**Exercise**
Everything in the records below except the pictures must be written out exactly.

————————

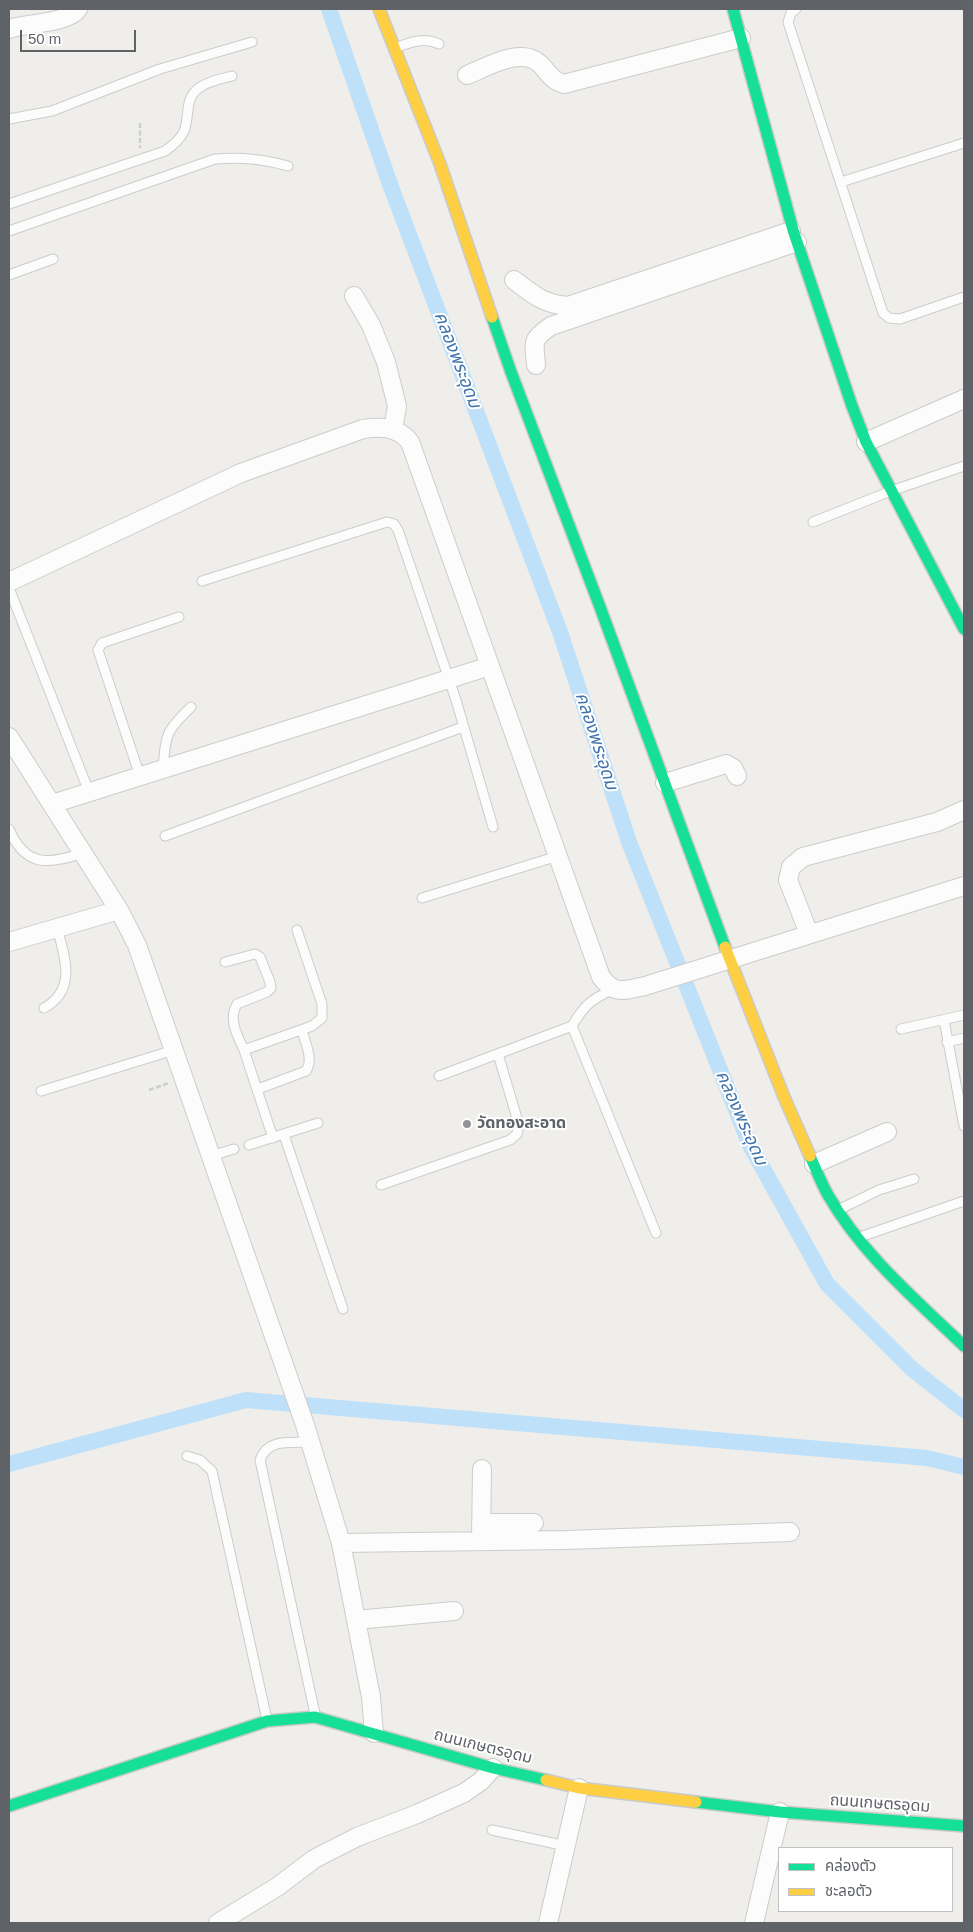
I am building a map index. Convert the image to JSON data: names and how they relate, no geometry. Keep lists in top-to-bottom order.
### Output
{
  "streets": {
    "street": ["ถนนเกษตรอุดม"]
  },
  "water": ["คลองพระอุดม"],
  "places": ["วัดทองสะอาด"],
  "legend": ["คล่องตัว", "ชะลอตัว"],
  "scale_bar": "50 m"
}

————————

**Response for this exercise**
I am building a map index. Convert the image to JSON data: names and how they relate, no geometry. Keep lists in top-to-bottom order.
### Output
{
  "streets": {
    "street": ["ถนนเกษตรอุดม"]
  },
  "water": ["คลองพระอุดม"],
  "places": ["วัดทองสะอาด"],
  "legend": ["คล่องตัว", "ชะลอตัว"],
  "scale_bar": "50 m"
}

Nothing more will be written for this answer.